Übrigens, das Düngen der Seerosen mit besagten Düngerkegeln funktioniert nur gut, wenn die Pflanzen im Lehm/Sandgemisch stehen. Im Kies und anderen gröberen Substrat entweicht der Dünger innerhalb kürzester Zeit ins Wasser .

LG
Ina


----------



## hantaner (12. Juni 2010)

*AW: Seerosen blühen dieses Jahr nicht*

Hallo Ina,

das mit der schnellen Abgabe des Düngers im Kies an das Wasser  hatte ich mir schon gedacht, deswegen wollte ich auf Biokatzenstreu, ähm ich meine natürlich Lehm umstellen.  Jetzt muß nur noch der Dünger bei mir eintrudeln, dann wird umgetopft.
Vielen Dank für die schnellen Antworten. Ein klasse Forum hier.

LG zurück

Hantaner


----------



## niri (12. Juni 2010)

*AW: Seerosen blühen dieses Jahr nicht*

Noch mal ich . 

Wenn du Katzenstreu verwenden möchtest, dann gib 2/3 Sand dazu. Katzenstreu ist kein Lehm, es ist reinster Ton (meistens Bentonit) und sehr dicht. Weiche Katzenstreu vorher mit Wasser ein, es quillt gewaltig. Erst danach würde ich es mit Sand mischen und Proportionen beachten. Ich habe es mal mit diesem Material ausprobiert und bin wieder beim gewöhnlichem Lehmboden aus der Umgebung gelandet. Katzenstreu ist nicht grundsätzlich ungeeignet, mann kann aber leicht Fehler bei der Verwendung machen . Düngermenge würde ich auch dabei noch erhöhen, zumindest auf das doppelte.

LG
Ina


----------



## hantaner (12. Juni 2010)

*AW: Seerosen blühen dieses Jahr nicht*

Ok, vielen dank für den Tip. Also 2/3 Sand, ich hatte 1/3 Sand im Hinterkopf.

LG

Hantaner


----------



## niri (12. Juni 2010)

*AW: Seerosen blühen dieses Jahr nicht*

Wenn ich gewöhnlichen Lehm nehme, mische ich ihn in Verhältnis ca. 1:1 mit Sand. Lehm hat Sand- und Tonanteile. Naturkatzenstreu ist kein Lehm sondern Ton (keine Sandanteile und sehr undurchlässig), deswegen würde ich bei Verwendung von diesem Material mehr Sand beimischen.

LG
Ina


----------



## Elfriede (12. Juni 2010)

*AW: Seerosen blühen dieses Jahr nicht*

Hallo,

ich habe vor Jahren auch Katzenstreu verwendet, mit nur etwa einem  Drittel Sandanteil, was sich bald als Fehler herausstellte, denn die Teichpflanzen fanden darin keinen richtigen Halt und fielen bei stärkerem Wind immer wieder um.Bei der Seerosenpflanzung wird es sicher etwas besser funktionieren, trotzdem sehe ich Katzenstreu eher als Notlösung an, wenn reiner Lehm nicht zu bekommen ist.
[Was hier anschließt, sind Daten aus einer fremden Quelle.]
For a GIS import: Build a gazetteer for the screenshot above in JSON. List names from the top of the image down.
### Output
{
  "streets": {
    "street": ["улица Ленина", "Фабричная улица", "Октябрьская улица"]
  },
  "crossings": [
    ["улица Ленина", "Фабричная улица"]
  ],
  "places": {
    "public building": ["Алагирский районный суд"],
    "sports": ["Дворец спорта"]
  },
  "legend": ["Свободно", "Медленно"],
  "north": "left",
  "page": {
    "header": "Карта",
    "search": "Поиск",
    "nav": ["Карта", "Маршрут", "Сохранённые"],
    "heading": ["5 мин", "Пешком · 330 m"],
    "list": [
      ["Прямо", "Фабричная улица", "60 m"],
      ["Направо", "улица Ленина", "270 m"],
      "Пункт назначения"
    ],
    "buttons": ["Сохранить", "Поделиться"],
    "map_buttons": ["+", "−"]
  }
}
Mit lieben Grüßen aus Paros
Elfriede


----------



## Teicher (13. Juni 2010)

*AW: Seerosen blühen dieses Jahr nicht*

warscheinlich bin ich zu doof zum kaperien.  Wie sall ich runter kommen zum wurzelstock?  Ich müsste erst das wasser ablassen. Oder?
, Jimmy


----------



## Moderlieschenking (13. Juni 2010)

*AW: Seerosen blühen dieses Jahr nicht*

@Teicher
Hallo Jimmy, laut Profil hast du eine Tiefe von 1m.
Also meine Große steht auch auf 1m in einem Pflanzkorb.
Da hilft nur Badehose anziehen und Luft anhalten, vorausgesetzt sie steht in einem Pflanz-
korb, ansonsten würde ich lieber  warten und die Aktion erst nächstes Jahr im 
zeitigen Frühjahr machen. Denn wenn deine schon Jahrelang am Teichboden ist, dann
wirst du sie so nicht so einfach hochbekommen - da hilft dann nur Wasser ablassen.
Habe das heuer bei meinem Arbeitskollegen gesehen, der hatte seine Seerose (eine starkwachsende) 5 Jahre ohne etwas zu machen im Teich, und das Rhizom war ein Riesending, das war Schwerstarbeit das Rhizom aus dem Teich zu bekommen.
lg Markus


----------



## Candira (13. Juni 2010)

*AW: Seerosen blühen dieses Jahr nicht*

Meine Seerose (7 Jahre ungepflegt im Teich) habe ich dieses Frühjahr durch 3 geteilt und so eingetopft wie hier empfohlen.
Seit heute ist die erste Knospe unterhalb der Wasseroberfläche sichtbar! 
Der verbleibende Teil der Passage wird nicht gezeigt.